▸ **What you are asked to do**
Search the listing for the word "labels" and copy every line where it turns up.

▸ **Records for this task**
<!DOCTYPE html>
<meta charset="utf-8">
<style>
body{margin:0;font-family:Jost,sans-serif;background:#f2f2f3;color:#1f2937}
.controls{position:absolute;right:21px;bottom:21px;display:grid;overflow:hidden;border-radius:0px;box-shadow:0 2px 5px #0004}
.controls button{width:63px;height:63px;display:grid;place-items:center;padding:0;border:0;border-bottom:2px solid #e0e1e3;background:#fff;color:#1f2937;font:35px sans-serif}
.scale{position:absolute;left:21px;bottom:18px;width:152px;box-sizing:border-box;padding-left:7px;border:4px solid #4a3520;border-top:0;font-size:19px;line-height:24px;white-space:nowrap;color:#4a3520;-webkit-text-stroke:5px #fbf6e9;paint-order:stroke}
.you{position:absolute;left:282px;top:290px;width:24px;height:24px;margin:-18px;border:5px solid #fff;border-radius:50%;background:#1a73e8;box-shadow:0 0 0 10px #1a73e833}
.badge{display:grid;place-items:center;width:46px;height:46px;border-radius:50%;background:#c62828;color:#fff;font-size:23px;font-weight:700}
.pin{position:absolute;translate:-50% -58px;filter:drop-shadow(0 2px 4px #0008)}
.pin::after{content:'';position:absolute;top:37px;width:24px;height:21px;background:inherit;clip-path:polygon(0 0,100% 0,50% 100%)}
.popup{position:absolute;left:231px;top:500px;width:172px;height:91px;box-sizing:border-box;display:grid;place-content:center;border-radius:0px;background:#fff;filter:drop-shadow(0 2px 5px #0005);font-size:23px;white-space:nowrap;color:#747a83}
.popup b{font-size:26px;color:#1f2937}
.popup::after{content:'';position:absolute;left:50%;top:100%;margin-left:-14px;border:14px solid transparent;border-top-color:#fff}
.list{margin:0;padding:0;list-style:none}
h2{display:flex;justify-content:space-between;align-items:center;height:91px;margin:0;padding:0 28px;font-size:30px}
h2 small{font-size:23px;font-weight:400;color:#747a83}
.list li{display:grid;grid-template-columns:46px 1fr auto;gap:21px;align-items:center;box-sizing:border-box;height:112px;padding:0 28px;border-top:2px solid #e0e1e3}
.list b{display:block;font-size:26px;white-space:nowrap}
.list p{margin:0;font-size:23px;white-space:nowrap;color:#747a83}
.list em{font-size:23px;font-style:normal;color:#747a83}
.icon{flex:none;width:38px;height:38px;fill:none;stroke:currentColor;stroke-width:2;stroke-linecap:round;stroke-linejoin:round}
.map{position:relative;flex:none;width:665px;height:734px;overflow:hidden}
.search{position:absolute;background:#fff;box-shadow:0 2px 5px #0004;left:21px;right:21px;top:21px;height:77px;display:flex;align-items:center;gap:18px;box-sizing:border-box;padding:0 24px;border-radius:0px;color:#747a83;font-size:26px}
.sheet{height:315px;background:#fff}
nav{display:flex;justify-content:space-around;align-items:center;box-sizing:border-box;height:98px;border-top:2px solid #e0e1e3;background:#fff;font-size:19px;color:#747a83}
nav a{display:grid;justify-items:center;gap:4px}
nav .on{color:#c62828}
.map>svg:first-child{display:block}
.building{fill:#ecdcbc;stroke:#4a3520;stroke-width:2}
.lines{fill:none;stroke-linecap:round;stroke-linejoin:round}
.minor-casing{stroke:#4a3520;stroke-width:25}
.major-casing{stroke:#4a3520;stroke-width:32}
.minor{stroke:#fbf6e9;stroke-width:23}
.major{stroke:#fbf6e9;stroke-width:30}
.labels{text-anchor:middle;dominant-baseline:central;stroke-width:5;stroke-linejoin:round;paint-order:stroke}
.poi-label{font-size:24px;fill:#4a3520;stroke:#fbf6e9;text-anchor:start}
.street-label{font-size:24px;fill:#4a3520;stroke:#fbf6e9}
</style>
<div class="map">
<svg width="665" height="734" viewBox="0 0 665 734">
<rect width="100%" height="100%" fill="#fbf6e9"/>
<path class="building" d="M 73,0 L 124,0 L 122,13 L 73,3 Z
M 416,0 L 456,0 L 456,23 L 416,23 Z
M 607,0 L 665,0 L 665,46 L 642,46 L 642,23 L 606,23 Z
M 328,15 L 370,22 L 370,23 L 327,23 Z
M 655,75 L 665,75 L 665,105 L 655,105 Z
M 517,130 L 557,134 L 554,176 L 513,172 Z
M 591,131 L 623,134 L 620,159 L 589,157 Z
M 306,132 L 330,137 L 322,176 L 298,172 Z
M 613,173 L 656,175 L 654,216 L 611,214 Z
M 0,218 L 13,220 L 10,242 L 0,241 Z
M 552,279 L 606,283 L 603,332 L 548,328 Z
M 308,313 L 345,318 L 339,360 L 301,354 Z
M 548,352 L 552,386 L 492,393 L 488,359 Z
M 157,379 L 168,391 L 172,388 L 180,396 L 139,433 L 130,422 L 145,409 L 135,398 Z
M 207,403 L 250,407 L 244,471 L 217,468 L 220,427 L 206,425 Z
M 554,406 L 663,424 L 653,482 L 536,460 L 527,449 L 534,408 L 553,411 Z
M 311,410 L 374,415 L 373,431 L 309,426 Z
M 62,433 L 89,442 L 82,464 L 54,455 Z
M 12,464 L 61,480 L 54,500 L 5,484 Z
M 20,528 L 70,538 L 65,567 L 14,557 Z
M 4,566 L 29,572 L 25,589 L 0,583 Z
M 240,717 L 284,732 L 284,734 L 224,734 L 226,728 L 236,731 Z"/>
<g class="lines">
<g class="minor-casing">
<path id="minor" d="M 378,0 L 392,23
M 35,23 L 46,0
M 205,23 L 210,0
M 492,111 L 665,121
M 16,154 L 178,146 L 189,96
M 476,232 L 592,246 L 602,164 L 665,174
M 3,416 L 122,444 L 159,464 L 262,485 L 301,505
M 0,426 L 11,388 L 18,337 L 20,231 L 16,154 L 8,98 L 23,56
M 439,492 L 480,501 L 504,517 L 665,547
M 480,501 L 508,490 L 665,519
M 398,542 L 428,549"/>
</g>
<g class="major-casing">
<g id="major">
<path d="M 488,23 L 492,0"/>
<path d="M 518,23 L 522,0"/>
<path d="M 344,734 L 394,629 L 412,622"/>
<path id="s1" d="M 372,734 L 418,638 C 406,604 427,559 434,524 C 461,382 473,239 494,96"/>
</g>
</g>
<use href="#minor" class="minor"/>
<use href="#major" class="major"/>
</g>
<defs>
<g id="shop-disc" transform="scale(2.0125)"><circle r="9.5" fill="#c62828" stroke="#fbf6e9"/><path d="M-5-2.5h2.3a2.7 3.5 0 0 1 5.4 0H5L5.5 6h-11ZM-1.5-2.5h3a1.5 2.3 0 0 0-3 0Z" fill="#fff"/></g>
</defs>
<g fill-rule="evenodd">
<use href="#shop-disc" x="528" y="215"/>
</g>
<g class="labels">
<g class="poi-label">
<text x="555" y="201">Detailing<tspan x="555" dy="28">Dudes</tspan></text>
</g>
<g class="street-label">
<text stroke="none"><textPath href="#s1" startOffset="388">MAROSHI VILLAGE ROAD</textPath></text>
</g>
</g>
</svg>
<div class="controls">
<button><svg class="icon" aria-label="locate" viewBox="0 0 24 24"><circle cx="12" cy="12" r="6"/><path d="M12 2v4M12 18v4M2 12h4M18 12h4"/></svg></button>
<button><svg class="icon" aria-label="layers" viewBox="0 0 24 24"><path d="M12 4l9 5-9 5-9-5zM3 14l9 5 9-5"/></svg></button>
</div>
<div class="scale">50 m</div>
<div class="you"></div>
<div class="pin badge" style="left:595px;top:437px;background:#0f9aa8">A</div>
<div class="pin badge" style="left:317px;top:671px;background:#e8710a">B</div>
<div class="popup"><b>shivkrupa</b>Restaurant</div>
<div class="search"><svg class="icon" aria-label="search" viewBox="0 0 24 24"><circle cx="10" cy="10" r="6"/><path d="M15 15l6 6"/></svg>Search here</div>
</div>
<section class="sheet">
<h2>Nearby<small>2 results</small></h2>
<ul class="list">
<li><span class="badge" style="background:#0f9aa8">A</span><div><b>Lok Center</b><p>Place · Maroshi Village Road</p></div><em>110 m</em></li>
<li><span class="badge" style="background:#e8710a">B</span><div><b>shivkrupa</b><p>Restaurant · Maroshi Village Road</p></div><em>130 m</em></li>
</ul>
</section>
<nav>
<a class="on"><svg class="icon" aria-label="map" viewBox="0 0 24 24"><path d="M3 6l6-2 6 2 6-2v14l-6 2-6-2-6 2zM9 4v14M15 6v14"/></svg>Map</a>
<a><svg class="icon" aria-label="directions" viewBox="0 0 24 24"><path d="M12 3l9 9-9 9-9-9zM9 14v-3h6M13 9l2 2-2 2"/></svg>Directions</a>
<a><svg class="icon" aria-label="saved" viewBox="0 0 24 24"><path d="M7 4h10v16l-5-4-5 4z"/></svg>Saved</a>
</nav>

▸ **Result of this exercise**
.labels{text-anchor:middle;dominant-baseline:central;stroke-width:5;stroke-linejoin:round;paint-order:stroke}
<g class="labels">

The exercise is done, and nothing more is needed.